Enrique Martínez Lozano
La mente establece una división (separación) neta entre ella y el resto de la realidad. De ese modo, todo lo real quedaría “dividido” en dos bloques: “yo” y –frente a “mí”- “lo que no soy yo”. No se requiere mucha perspicacia para advertir que ese modo de ver es fruto únicamente del mecanismo de apropiación –por el que la mente se sitúa como “centro de referencia”- y de la naturaleza separadora de ella misma.
Frente a ese engaño elemental –y arrogante-, lo cierto es que solo hay consciencia, y que consciencia es todo lo que hay. Todos los objetos que podemos percibir aparecen (y desaparecen) en la única consciencia que contiene a todos ellos, y de la que, en último término, están surgiendo.
En la consciencia va “desfilando” todo. Lo que sucede es que la mente tiende a identificarnos con cada cosa que desfila. Y así, sin ni siquiera habernos dado cuenta, terminamos confundidos con los objetos. La apropiación, junto con la identificación –el doble factor por el que nace el supuesto “yo”- han hecho que llegáramos a esa conclusión.
Sin embargo, en cuanto nos paramos un instante, no podremos dejar de reconocer que nuestra identidad no puede ser un objeto de la consciencia, sino la consciencia misma.
No soy “algo” que desfila en la consciencia, sino la consciencia misma en la que todos los objetos aparecen. Eso explica que pueda observarlos a todos…, y que nunca pueda observar lo que realmente soy. (Es como el ojo, que puede ver todo, pero no puede verse a sí mismo).
En medio de la danza impermanente de los objetos, soy lo que no se mueve, un centro de consciencia inmóvil… y anterior a todo contenido.
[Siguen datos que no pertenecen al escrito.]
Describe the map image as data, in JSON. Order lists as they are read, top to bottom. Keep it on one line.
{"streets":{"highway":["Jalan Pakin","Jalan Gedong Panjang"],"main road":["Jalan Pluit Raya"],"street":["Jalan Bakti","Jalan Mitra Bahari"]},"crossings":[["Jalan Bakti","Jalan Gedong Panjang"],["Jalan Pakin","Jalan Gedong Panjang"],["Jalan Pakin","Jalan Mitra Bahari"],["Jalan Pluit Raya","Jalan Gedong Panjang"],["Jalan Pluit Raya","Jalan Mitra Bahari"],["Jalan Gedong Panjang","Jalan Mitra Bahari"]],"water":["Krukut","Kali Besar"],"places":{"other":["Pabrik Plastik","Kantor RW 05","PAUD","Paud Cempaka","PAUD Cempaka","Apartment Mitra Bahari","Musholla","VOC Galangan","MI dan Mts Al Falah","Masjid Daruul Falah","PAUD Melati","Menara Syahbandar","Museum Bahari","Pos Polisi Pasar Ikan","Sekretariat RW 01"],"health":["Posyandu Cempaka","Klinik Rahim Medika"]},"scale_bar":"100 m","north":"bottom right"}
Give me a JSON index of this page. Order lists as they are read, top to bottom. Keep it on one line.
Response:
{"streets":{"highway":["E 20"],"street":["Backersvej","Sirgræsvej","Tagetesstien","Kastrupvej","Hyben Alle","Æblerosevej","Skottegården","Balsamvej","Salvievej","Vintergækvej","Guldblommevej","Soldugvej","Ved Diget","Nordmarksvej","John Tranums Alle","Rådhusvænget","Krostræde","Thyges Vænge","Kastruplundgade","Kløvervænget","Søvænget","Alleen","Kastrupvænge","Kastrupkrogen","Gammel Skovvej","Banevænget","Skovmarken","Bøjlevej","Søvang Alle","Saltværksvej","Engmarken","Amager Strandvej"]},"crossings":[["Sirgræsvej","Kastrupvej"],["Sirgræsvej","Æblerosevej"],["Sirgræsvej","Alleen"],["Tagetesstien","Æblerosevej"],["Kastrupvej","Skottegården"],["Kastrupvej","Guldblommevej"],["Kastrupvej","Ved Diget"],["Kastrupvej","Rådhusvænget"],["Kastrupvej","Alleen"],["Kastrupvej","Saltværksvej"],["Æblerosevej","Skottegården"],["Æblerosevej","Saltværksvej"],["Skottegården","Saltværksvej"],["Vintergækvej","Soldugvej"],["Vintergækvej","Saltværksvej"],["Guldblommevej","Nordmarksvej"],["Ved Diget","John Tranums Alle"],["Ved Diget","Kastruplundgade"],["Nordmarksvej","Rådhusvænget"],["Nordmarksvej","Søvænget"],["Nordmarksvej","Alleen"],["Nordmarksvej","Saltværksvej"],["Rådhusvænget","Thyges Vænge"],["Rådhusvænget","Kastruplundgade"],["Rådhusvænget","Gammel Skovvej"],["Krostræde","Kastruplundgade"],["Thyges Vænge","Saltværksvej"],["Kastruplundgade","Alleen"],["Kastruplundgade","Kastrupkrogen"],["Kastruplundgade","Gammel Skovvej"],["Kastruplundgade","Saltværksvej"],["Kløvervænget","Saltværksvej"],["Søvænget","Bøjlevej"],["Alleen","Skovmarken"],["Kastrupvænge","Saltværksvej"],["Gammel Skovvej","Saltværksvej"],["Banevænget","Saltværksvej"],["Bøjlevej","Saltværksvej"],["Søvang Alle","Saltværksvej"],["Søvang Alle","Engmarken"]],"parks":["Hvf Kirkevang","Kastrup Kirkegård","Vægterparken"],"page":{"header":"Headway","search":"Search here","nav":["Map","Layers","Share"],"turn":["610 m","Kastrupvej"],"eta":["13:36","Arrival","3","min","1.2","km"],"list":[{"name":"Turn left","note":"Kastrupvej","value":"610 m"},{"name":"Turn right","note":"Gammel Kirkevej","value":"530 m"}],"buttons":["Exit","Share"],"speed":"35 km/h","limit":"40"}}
De ahí brota la única certeza, fuente de toda seguridad y confianza: la certeza de ser.
Esa certeza –cuando no es una afirmación mental- desvela la plenitud que somos. Y nos muestra, sin asomo de duda, la naturaleza no-dual de todo lo real. Soy todo lo que es –“yo soy todas las cosas”, decía Jesús de Nazaret, tal como recoge el evangelio apócrifo de Tomás–. Por eso, cuando se descubre que uno no es aquel “yo” con el que se había identificado, ¿cuál es el problema?
Esta certeza es inclusiva: acoge a todo y a todos (nadie queda fuera, y nadie puede arrogarse su “propiedad”). A diferencia de las creencias que, por su propia naturaleza, separan –a los creyentes de quienes no lo son–, esta certeza une hasta un punto que la mente nunca puede imaginar: porque nos muestra que todos estamos compartiendo la misma identidad. Aquí se acaba todo sectarismo y toda descalificación. Si las creencias tienden a producir fanatismo, esta certeza desinfla toda pretensión.
Las creencias utilizan un lenguaje particular –en cierto modo, podría decirse “tribal”-, que solo conocen y comparten los que se adhieren a ellas. En esta certeza, el lenguaje, aunque siga manifestando sus límites e incluso sus ambigüedades, es universal: todos podemos entendernos a partir de lo experimentado.
De esta certeza, nace una comprensión que transforma y plenifica. Se manifiesta en cada una de las tres dimensiones de la persona: cognitiva, afectiva y operativa. Transformando nuestra manera de conocer, de amar y de actuar, da como resultado un nuevo modo de vivir y de ser, en coherencia con aquella identidad que se ha descubierto.
Me preguntaba: Caen las creencias, ¿qué queda? Tal como lo veo, se puede responder en una sola frase: caen los mapas, queda el Territorio; caen las creencias, queda la consciencia de ser. Una consciencia que no es difícil de encontrar, sino imposible de evitar. Y no por casualidad: porque constituye nada menos que nuestra identidad más profunda; la Mismidad de lo que es, es por ello mismo la Mismidad de lo que somos.
Decía también más arriba que la mente no puede alcanzar lo real. Pero, ¿qué es lo real? La vida sin más. La vida que se despliega por sí misma. Todo es ahora un vivir viviendo, en un sí constante a la vida. Entonces, y solo entonces, se percibe la esencia de la vida. Vives desde la consciencia, en la consciencia, con consciencia. Fuera de la mente, sin ningún sistema de creencias. Todo es tal como es y como tiene que ser, tú también. Porque no eres ningún yo separado, sino la Vida misma. La caída de las creencias, cuando es consecuencia del reconocimiento de la certeza que nos sostiene, conduce a la liberación.